Should we consider a moratorium on creative production, to give everyone time to catch up on their reading?

It’s hard to hold it all in your head. All the different possible ways that you can enjoy life. Or not enjoy life. And all the things that are going on. The different rug patterns. The different car designs. The different radio shows that are coming and going. The new ads. The new crop of famous people.

And then there is, of course, always, and inevitably, this spume of poetry that’s just blowing out of the sulfurous flue-holes of the earth. Just masses of poetry. It’s unstoppable, it’s uncorkable. There’s no way to make it end.

If we could just–just stop. For one year. If everybody could stop publishing their poems. No more.
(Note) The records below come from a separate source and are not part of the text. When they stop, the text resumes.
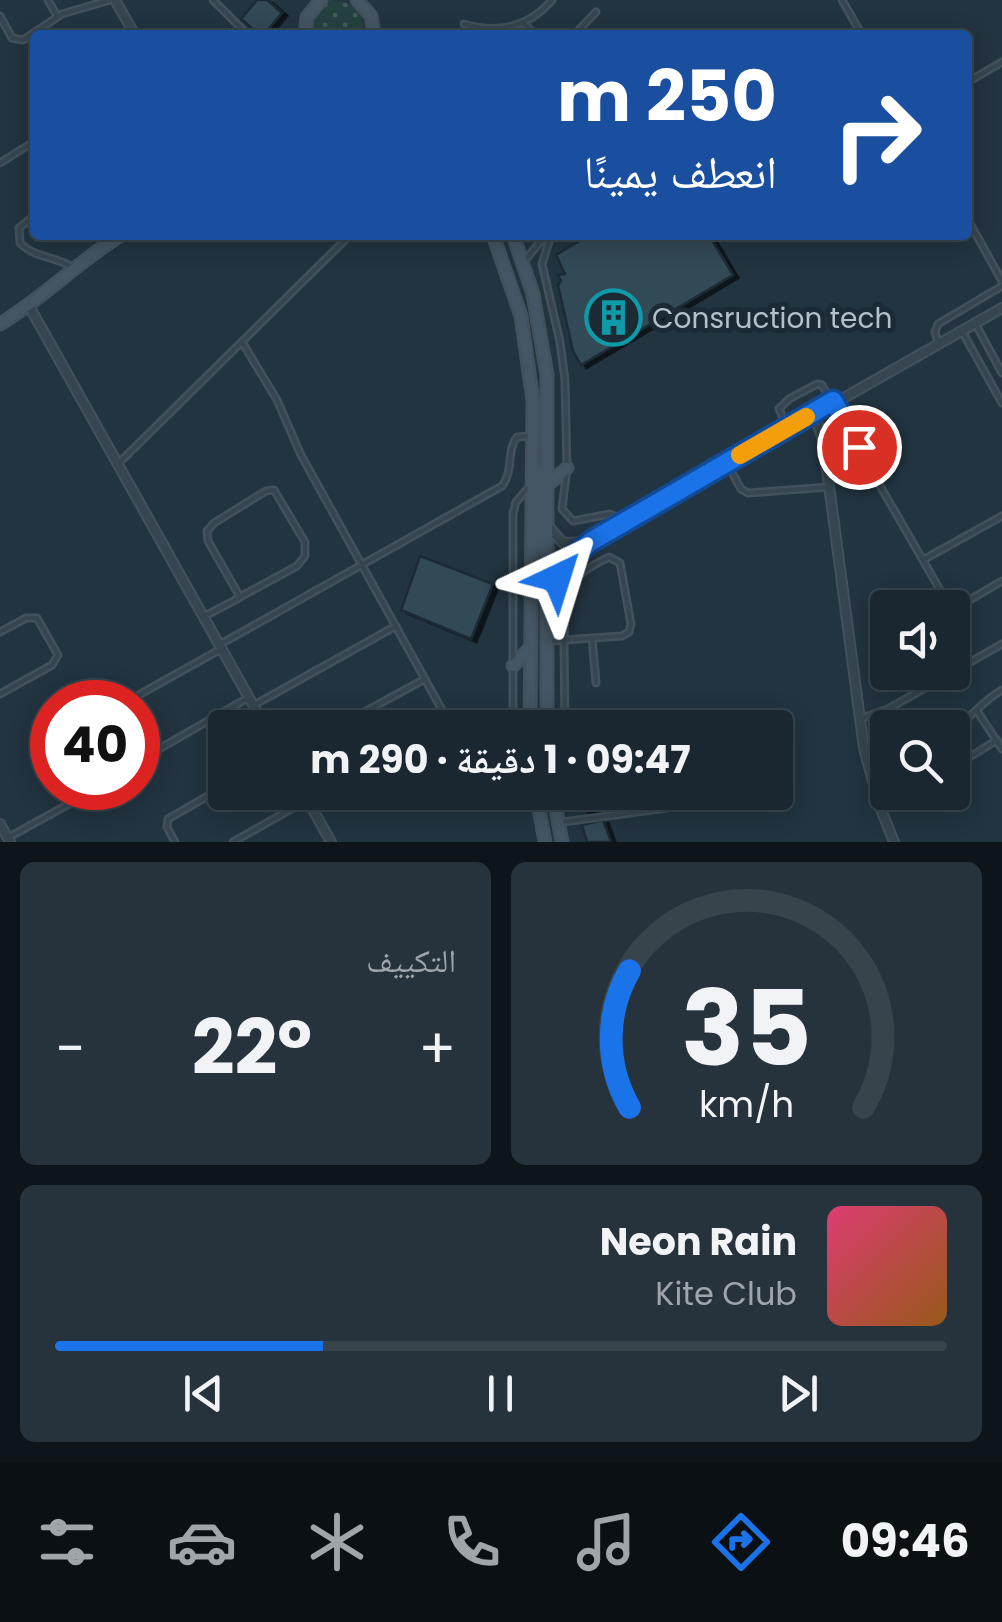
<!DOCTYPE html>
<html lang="ar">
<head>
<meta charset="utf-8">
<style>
  :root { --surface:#1a2730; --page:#27333c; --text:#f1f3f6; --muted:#9fa5ab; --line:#38444c; --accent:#1a73e8 }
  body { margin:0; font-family:Poppins,"Noto Naskh Arabic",sans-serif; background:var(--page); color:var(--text); direction:rtl; height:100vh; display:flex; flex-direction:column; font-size:38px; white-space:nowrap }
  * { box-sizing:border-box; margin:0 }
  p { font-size:32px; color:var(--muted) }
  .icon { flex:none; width:55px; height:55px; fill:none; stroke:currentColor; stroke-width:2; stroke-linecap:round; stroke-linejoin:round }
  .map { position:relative; height:842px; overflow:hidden; direction:ltr }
  .side { display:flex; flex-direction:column; gap:20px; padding:20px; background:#0e151a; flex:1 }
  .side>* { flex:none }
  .top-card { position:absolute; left:30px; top:30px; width:942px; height:210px; border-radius:10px; box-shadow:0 5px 25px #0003,0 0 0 2px var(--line); direction:rtl; background:#1a4fa0; color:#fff; overflow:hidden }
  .tools { position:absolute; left:870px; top:590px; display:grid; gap:20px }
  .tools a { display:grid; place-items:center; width:100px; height:100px; border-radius:10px; background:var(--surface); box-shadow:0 5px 25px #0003,0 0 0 2px var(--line); font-size:50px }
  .speed { position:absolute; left:30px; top:680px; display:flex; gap:20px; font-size:50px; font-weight:700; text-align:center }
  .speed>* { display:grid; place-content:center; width:130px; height:130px; border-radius:50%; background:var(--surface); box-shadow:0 5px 25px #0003,0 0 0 2px var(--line); line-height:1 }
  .speed .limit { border:15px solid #d22; background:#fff; color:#111 }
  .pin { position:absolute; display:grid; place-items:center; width:85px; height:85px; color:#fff; margin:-42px; border:5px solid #fff; border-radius:50%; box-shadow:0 2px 10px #0007 }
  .me { position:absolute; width:110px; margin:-55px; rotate:41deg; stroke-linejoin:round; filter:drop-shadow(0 0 8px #0008) }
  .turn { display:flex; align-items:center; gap:35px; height:210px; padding:0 30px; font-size:45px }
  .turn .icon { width:130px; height:130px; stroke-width:2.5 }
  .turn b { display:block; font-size:70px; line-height:85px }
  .big { font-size:75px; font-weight:700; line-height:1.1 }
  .side .card { flex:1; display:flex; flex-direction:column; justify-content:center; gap:15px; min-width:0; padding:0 35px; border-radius:15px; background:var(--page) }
  .side .dial { align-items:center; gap:0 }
  .dial svg { height:260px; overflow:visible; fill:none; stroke:var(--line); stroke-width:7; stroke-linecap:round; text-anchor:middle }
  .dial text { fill:var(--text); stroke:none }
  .song { display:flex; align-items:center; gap:30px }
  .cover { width:120px; height:120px; border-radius:15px; background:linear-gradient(135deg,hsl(340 70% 55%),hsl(30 70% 35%)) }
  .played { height:10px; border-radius:5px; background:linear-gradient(90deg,var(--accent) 30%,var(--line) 30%) }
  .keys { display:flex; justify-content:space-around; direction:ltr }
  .heat { display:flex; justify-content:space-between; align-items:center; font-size:55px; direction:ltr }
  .side .tiles { flex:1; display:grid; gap:20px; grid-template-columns:1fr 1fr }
  .card:last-child { grid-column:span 2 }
  .trip { position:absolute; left:208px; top:710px; width:585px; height:100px; border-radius:10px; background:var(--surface); box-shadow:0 5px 25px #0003,0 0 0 2px var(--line); font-weight:700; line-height:100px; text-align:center; direction:rtl }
  .menu { display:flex; height:160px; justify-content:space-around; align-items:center; background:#0a1013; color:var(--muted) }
  .menu .icon { width:70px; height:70px }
  .menu .on { color:var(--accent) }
  .menu b { font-size:45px; color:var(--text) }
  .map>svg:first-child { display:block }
  .grass { fill:url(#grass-dots) }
  .building { fill:#334956; stroke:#1d2c36; stroke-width:2.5; filter:url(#shadow) }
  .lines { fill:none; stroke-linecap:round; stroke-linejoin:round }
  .lane-casing { stroke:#42515b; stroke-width:9 }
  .street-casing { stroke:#42515b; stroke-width:12 }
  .secondary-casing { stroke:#42515b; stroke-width:15 }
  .lane { stroke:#36454f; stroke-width:4 }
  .street { stroke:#36454f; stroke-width:8 }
  .secondary { stroke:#445563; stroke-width:10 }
  .route-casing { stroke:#114b97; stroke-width:25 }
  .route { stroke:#1a73e8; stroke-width:18 }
  .slow { stroke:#f59e0b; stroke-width:18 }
  .labels { text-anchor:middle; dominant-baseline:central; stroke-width:10; stroke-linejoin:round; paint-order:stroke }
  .poi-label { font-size:28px; fill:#b2c0ca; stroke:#1b2a34; text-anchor:start }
</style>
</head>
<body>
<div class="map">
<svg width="1002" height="842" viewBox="0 0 1002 842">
  <defs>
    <pattern id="grass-dots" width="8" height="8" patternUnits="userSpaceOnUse" patternTransform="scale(2.5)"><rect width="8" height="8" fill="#24413f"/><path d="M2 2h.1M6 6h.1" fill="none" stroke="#415b59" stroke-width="1.8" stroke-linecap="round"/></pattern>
    <filter id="shadow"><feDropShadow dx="5.5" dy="3" stdDeviation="0" flood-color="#0009"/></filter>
  </defs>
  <rect width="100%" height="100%" fill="#223440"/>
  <path class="grass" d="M 326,0 C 350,0 365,8 363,35 L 305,35 L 311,9 Z"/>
  <g class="building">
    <path d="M 257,0 L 267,0 L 282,13 L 265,33 L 258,33 L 241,19 Z"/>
    <path d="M 589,235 L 709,235 L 733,275 L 581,365 L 573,351 L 558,285 L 561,281 L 558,275 L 565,274 L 556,255 Z"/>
    <path d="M 420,556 L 493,584 L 471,639 L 401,610 Z"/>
    <path d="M 578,792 L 670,792 L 671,800 L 583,811 Z"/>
    <path d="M 603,820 L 611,842 L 587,842 L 582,825 Z"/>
  </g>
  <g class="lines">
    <defs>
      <g id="lane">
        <path d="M 48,0 L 57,16"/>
        <path d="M 213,0 L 248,35"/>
        <path d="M 842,0 L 862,35"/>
        <path d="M 0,16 L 12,38 L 23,40 L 62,14 L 110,0"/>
        <path d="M 523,23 L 536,35"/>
        <path d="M 464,24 C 498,34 529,27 552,0"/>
        <path d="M 574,35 L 596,12"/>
        <path d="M 968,82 L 1002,62"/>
        <path d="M 0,163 L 35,141"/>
        <path d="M 35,215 L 19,228 L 20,243 C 34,258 55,256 72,267"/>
        <path d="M 968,220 L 1002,281"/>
        <path d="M 551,235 L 542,264 L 560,342 L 565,380 L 567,468 L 562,509 L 573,521 L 610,514 L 624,521"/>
        <path d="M 526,259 L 546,235"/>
        <path d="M 975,323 L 1002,373"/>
        <path d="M 963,333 L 1002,403"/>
        <path d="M 242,342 L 277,400 L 301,455 L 452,728"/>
        <path d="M 938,343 L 935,332 L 938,324 L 1002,286"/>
        <path d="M 788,428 L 779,409 L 789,399 L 817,384 L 822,385 L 947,602 L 961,605 L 1002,581"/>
        <path d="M 117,465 L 350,235"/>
        <path d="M 729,467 L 741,489 L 748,493 L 829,487"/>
        <path d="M 274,490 L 305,542 L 305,556 L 297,566 L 240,597 L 208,541 L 207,531 L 214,523 L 266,491 Z"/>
        <path d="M 609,557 L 620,563 L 631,624 L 629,632 L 622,636 L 564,640 C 566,590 560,581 609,557 Z"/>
        <path d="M 923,560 L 1002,516"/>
        <path d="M 203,617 L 239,598"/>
        <path d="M 0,632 L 26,618 L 37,618 L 58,655 L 52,665 L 0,694"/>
        <path d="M 592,638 L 596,683"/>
        <path d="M 551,641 L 564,640 L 565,728"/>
        <path d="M 219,645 L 502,486 C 514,471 506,451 517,437 L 530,436"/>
        <path d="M 126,702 L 221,649"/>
        <path d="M 256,704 L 396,626"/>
        <path d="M 977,711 L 1002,749"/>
        <path d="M 859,719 L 888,709 L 1002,644"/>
        <path d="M 335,728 L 425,679"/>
        <path d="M 516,728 L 513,716 L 513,514 L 516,502 L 529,487"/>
        <path d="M 952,729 C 972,718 982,701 1002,690"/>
        <path d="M 965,760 L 997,740"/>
        <path d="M 138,761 L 246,699"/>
        <path d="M 563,822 L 689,805"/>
        <path d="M 11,836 L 98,788"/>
        <path d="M 175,842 L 167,827 L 168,819 L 225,786"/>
        <path d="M 233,842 L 307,800"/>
      </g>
      <g id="street">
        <path d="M 115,0 L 135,35"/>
        <path d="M 29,306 L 266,728"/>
        <path d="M 814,413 L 823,440 L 864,749 L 880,807 L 894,842"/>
        <path d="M 548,526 L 563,543 L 589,542"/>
        <path d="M 585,545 L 1002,308"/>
        <path d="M 548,554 L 558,557 L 573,553"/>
        <path d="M 303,792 L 331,842"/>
        <path d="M 0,824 L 10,842"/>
      </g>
      <g id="secondary">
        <path d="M 357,0 L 371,16 L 374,35"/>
        <path d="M 305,35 L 307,17 L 321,0"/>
        <path d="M 493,235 L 521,316 L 533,401 L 530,728"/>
        <path d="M 513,235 L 533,294 L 547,375 L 547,728"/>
        <path d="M 0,324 C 43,298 79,261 121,235"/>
        <path d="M 539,473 L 539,541 L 547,553"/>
        <path d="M 549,484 L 567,468"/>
        <path d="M 548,638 L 556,623 L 560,569 L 589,542"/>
        <path d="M 513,666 L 530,648"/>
        <path d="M 536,792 L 545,842"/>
        <path d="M 553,792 L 562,842"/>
      </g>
    </defs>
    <use href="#lane" class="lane-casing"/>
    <use href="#street" class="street-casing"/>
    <use href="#secondary" class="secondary-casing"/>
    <use href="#lane" class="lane"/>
    <use href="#street" class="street"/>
    <use href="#secondary" class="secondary"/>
  </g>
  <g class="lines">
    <defs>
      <path id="route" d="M 557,578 L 560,569 L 590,542 L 833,401 L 859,447"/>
    </defs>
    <use href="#route" class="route-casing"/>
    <use href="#route" class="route"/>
    <path class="slow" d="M 740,455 L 806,417"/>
  </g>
  <defs>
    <symbol id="building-ring" viewBox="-11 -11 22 22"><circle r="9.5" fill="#1b2a34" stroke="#0f9aa8" stroke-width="1.5"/><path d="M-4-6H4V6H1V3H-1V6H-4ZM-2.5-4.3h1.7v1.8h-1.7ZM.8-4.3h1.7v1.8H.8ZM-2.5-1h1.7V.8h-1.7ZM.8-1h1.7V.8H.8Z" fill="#0f9aa8"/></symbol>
  </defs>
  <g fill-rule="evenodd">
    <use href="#building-ring" x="582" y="286" width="63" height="63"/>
  </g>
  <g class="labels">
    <g class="poi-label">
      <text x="652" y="318">Consruction tech</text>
    </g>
  </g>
</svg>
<div class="tools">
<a><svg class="icon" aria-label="sound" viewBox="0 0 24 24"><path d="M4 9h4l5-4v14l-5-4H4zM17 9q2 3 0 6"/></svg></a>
<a><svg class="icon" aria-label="search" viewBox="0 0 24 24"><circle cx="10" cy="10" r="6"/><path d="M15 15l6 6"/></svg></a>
</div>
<div class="speed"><div class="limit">40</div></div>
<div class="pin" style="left:859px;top:447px;background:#d93025"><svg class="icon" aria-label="arrive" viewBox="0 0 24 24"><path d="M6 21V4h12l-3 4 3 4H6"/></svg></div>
<svg class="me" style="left:557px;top:578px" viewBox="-20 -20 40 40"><path d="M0-17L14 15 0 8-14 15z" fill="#1a73e8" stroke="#fff" stroke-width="4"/></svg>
<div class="trip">09:47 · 1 دقيقة · 290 m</div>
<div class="top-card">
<div class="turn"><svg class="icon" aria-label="right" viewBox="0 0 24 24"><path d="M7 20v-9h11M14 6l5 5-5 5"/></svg><div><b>250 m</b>انعطف يمينًا</div></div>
</div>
</div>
<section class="side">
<div class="tiles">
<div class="card dial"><svg viewBox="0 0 100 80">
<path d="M14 69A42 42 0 1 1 86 69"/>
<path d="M14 69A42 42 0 0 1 14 27" stroke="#1a73e8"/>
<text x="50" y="56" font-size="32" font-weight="700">35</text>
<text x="50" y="72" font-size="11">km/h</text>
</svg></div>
<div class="card"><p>التكييف</p>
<div class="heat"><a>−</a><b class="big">22°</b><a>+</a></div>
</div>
<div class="card">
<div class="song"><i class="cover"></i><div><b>Neon Rain</b><p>Kite Club</p></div></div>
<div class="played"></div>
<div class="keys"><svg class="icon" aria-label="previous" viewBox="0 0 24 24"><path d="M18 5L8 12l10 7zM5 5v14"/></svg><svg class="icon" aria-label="pause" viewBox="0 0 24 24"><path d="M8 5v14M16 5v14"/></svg><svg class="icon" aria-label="next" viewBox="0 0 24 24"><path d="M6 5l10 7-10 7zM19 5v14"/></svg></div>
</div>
</div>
</section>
<nav class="menu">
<b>09:46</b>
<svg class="icon on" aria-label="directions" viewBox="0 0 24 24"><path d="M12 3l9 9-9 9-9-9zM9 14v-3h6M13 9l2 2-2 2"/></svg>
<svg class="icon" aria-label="music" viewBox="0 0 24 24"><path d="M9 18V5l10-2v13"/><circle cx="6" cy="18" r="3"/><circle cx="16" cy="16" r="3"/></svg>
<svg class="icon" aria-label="phone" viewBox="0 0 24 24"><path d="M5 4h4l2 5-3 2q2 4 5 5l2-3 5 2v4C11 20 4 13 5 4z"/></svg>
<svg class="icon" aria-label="climate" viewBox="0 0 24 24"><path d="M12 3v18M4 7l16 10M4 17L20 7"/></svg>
<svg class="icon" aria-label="car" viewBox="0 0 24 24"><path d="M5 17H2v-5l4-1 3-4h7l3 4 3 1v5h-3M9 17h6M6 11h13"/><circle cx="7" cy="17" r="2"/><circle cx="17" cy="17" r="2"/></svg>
<svg class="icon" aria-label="filters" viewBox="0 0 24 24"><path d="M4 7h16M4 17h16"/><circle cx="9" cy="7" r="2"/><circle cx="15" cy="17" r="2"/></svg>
</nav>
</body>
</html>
Stop it. Just–everyone. Every poet. Just stop.

But of course that’s totally unfair to the poets who are just starting out. This may be their “wunderjahr.” This may be the year that they really find their voice. And I’m telling them to stop? No, that wouldn’t do.

But wouldn’t it be great? To have a moment to regroup and understand? Everybody would ask, Okie dokie, what new poems am I going to read today? Sorry: none. There are no new poems. And so you’re thrown back onto what’s already there, and you look at what’s on your shelves, that you bought maybe eight years ago and you think, Have I really looked at this book? This book might have something to it. And it’s there, it’s been waiting and waiting. Without any demonstration or clamor. No squeaky wheel. It’s just been waiting.

If everybody was silent for a year–if we could just stop this endless forward stumbling progress–wouldn’t we all be better people? I think probably so. I think that the lack of poetry, the absence of poetry, the yearning to have something new, would be the best thing that could happen to our art. No poems for a solid year. Maybe two. (19-20)

On the one hand, you’ve got to read good stuff in order to write good stuff. But on the other hand, you’ve got to write good stuff.